History and humanities; Diagnostic techniques and procedures

The work of prisoner-of-war (POW) doctors imprisoned by the Japanese is well known, with men such as Edward “Weary” Dunlop, Bruce Hunt and Rowley Richards celebrated as heroes of the many prison camps scattered across South-East Asia during the Second World War.1 While accounts of captive medical officers have focused on the general medical and surgical treatment of POWs, the remarkable diaries of Major Kennedy Byron Burnside (Box 1), head of an Australian bacteriology and pathology laboratory in the sprawling Changi prison camp complex, offer a detailed view of the specific pathology services available in the camp. The diaries reveal the integral role that pathology played in the provision of medical care and advancement of medical research in Changi and suggest that the medical and scientific cultures that developed among Allied personnel in Japanese captivity were part of a broader health infrastructure that drew on many forms of prisoner labour and expertise.

Kennedy Burnside was born in Victoria in 1913, educated at Melbourne Grammar, and graduated from the University of Melbourne in 1937. He was resident and then registrar at the Alfred Hospital from 1938 to 1939. In July 1940, he joined the Australian Army Medical Corps with the rank of captain and served in various Australian general hospitals.

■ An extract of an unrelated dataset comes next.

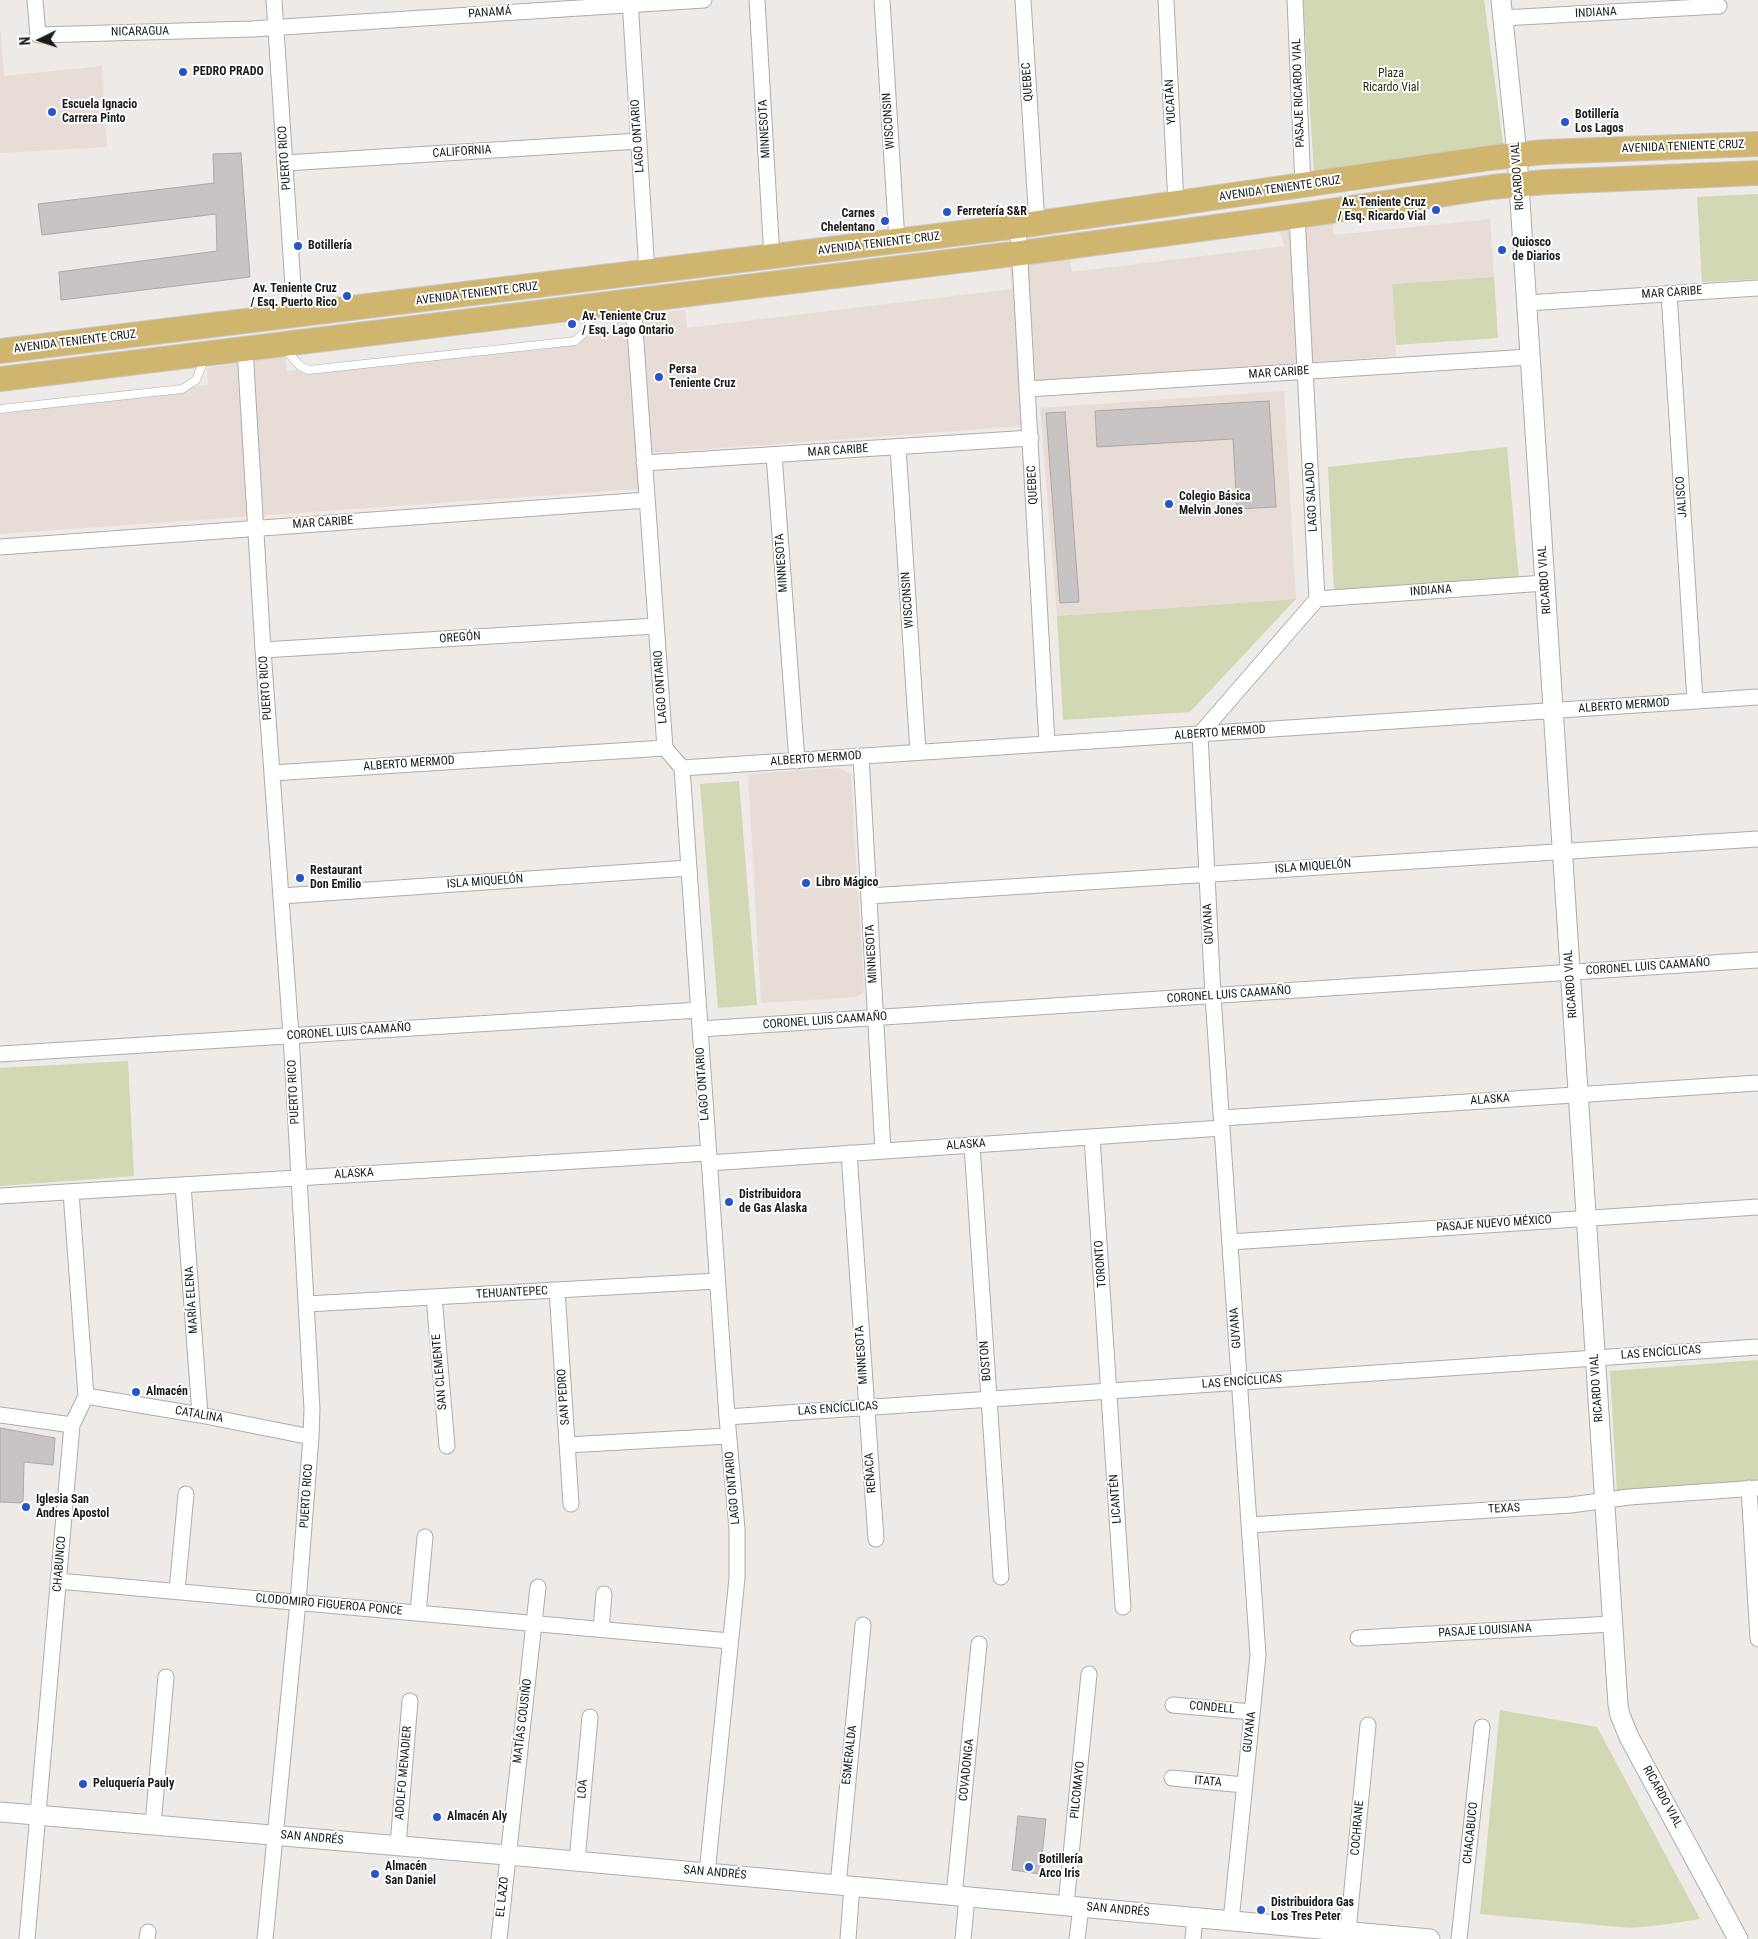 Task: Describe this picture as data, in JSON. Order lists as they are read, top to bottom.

Burnside was sent to Singapore in April 1941 as head of the 2nd Mobile Bacteriological Laboratory, a small unit tasked with studying tropical diseases and providing support services such as blood typing to casualty clearing stations and hospitals treating soldiers wounded in the fight against the Japanese. He was promoted to major a few months later.

When Singapore fell in February 1942, Burnside and his unit were sent to Changi, the main POW camp in South-East Asia, which, at its peak, held over 50 000 Allied POWs. Although the situation in Changi never descended to the appalling conditions of the work camps along the Burma–Thailand Railway (hereafter, the railway), the camp was overcrowded and inadequately provisioned, and the prisoners were vulnerable to sudden displays of harsh discipline from their captors. Crucially, however, the Allied forces retained significant autonomy over the internal organisation of the camp, including the provision of medical services. This resulted in an improvised but extensive health infrastructure that replicated many aspects of conventional military medicine. Burnside remained in charge of his laboratory for most of his captivity and assumed several other roles including acting commander of the re-organised 9/10 Field Ambulance. In mid-1943, he became the Australian Imperial Force's anti-malaria officer, and from December 1943 to May 1944, assisted in the British–Australian combined hospital's malaria centre. Along with most POWs, Burnside moved from the general Changi camp to the adjacent Changi Gaol in mid-1944 when the Japanese ordered the POWs to be concentrated in this smaller area. In April 1945, he joined a work party at the River Valley Road Camp (also on Singapore Island) as a medical officer, where he remained until just before the end of the war in August.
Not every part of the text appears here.